Would you restate word for word the lines of the listing, beginning at the first and ending with the line that holds "for (const [text, x, y, turn"?

**The records**
/---

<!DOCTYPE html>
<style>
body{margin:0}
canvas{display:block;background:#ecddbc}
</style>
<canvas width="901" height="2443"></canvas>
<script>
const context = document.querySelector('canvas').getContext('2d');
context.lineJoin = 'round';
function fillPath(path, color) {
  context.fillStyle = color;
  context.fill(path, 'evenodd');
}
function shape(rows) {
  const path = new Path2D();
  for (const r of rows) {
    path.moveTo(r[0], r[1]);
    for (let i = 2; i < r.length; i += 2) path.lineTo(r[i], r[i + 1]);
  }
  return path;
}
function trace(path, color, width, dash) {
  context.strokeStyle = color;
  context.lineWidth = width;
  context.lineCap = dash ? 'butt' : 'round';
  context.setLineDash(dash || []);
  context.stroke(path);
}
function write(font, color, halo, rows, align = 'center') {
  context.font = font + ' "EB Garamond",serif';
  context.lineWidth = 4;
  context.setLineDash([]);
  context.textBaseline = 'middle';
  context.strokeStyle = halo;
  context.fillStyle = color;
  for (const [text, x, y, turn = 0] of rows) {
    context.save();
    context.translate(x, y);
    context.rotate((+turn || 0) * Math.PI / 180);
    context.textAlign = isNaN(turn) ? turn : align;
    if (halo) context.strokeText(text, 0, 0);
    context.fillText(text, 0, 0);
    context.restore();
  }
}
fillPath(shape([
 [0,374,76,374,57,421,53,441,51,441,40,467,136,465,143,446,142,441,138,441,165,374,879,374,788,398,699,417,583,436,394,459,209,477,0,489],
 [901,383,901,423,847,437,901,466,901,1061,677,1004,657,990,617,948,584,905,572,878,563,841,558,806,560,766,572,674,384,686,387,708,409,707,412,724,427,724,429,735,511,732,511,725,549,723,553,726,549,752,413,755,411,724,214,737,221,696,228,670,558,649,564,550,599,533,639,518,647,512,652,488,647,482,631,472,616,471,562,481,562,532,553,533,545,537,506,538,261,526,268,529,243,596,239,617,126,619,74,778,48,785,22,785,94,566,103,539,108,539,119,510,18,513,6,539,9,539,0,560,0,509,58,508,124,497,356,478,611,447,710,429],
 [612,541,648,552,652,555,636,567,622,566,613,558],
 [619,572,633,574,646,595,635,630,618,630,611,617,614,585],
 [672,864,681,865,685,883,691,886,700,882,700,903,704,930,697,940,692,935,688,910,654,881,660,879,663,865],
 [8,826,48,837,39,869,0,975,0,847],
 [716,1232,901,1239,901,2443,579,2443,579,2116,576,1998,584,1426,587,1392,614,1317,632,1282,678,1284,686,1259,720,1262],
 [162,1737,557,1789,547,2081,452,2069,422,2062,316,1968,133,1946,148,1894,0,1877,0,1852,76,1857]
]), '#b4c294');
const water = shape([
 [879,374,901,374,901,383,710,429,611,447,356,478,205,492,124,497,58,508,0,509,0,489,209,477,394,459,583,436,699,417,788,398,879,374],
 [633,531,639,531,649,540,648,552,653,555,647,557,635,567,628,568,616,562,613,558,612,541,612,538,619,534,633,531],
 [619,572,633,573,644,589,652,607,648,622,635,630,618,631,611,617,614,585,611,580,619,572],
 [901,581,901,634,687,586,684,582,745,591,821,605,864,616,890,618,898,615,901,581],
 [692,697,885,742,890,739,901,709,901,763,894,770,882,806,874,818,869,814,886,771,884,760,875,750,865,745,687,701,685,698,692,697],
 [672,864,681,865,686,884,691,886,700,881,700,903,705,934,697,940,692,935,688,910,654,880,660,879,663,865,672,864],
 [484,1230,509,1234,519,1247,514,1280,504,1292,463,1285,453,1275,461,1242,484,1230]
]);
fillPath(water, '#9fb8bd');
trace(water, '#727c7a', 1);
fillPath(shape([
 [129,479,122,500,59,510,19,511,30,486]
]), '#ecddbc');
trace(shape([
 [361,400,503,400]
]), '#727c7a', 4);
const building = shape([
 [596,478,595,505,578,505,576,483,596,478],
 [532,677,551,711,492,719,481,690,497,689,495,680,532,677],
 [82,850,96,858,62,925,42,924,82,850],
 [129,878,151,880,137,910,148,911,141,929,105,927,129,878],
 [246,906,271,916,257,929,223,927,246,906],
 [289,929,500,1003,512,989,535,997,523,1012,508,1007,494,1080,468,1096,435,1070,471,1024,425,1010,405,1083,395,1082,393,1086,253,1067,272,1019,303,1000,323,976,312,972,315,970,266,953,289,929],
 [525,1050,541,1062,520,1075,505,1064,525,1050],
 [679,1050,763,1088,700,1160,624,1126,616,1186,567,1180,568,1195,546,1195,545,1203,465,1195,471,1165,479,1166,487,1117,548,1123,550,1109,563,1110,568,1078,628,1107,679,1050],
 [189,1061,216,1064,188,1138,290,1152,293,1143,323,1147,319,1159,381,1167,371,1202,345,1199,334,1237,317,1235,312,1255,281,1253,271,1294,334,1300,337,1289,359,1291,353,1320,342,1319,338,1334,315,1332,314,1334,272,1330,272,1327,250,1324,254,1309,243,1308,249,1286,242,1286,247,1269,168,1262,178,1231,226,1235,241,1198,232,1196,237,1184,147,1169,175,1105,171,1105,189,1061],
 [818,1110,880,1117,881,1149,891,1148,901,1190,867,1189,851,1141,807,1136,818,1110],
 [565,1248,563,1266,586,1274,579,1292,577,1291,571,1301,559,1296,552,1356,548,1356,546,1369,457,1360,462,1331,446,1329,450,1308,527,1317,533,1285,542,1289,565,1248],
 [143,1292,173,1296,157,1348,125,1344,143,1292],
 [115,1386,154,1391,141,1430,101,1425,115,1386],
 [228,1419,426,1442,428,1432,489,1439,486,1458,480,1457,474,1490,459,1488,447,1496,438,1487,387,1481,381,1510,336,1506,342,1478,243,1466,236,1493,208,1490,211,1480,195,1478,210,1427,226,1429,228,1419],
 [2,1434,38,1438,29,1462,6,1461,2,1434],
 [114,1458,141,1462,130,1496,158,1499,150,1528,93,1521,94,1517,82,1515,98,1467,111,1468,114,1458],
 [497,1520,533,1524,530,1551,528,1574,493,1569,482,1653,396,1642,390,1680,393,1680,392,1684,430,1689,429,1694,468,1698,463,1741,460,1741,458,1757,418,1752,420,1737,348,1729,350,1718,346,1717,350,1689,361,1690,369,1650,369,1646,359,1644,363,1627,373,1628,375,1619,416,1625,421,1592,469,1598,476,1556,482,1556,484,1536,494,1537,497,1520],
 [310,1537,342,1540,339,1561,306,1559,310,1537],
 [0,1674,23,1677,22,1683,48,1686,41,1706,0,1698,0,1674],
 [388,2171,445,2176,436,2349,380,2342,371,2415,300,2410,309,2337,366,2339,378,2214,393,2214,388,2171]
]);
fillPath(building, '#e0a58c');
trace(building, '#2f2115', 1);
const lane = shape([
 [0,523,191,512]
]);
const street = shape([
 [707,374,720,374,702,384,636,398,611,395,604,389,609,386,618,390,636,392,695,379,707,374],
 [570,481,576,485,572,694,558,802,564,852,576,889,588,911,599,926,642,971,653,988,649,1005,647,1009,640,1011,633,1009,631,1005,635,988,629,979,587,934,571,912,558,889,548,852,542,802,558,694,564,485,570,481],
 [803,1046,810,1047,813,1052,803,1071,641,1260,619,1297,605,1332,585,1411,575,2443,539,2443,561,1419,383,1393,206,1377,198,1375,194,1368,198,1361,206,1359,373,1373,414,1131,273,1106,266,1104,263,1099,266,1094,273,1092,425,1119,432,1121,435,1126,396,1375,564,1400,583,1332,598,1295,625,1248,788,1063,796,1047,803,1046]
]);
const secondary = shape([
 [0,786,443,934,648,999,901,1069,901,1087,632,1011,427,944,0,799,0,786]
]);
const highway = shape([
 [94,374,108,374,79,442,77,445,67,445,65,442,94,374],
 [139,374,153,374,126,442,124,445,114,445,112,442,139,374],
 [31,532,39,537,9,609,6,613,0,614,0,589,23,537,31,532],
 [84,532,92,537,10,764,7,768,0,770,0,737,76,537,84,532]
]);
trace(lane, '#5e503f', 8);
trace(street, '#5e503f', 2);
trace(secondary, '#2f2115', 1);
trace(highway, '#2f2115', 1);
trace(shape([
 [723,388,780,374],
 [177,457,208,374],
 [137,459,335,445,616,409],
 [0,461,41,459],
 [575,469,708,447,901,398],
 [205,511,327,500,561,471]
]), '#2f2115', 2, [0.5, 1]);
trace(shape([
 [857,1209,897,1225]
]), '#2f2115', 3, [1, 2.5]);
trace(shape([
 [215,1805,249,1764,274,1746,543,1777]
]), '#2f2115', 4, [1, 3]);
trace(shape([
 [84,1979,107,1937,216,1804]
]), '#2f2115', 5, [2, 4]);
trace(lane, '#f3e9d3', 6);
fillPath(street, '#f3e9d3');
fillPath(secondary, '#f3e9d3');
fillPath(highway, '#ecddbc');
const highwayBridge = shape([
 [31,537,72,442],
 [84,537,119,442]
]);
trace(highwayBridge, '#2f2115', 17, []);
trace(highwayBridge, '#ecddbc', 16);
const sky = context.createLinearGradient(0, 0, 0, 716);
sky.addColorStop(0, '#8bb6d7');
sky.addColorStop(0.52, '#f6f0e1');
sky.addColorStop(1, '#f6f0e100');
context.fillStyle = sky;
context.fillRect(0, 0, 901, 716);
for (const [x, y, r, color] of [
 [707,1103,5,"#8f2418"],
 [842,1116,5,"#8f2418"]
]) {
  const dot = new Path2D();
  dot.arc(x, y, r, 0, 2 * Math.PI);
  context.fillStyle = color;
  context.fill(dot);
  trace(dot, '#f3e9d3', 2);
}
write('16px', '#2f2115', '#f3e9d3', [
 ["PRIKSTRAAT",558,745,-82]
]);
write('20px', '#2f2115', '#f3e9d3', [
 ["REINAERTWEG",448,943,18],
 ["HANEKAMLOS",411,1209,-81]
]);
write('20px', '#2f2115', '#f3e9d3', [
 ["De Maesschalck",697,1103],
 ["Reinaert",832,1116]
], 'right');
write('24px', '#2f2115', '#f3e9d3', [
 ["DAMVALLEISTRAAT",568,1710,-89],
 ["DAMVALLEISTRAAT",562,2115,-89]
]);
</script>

\---

**Output for this exercise**
<!DOCTYPE html>
<style>
body{margin:0}
canvas{display:block;background:#ecddbc}
</style>
<canvas width="901" height="2443"></canvas>
<script>
const context = document.querySelector('canvas').getContext('2d');
context.lineJoin = 'round';
function fillPath(path, color) {
  context.fillStyle = color;
  context.fill(path, 'evenodd');
}
function shape(rows) {
  const path = new Path2D();
  for (const r of rows) {
    path.moveTo(r[0], r[1]);
    for (let i = 2; i < r.length; i += 2) path.lineTo(r[i], r[i + 1]);
  }
  return path;
}
function trace(path, color, width, dash) {
  context.strokeStyle = color;
  context.lineWidth = width;
  context.lineCap = dash ? 'butt' : 'round';
  context.setLineDash(dash || []);
  context.stroke(path);
}
function write(font, color, halo, rows, align = 'center') {
  context.font = font + ' "EB Garamond",serif';
  context.lineWidth = 4;
  context.setLineDash([]);
  context.textBaseline = 'middle';
  context.strokeStyle = halo;
  context.fillStyle = color;
  for (const [text, x, y, turn = 0] of rows) {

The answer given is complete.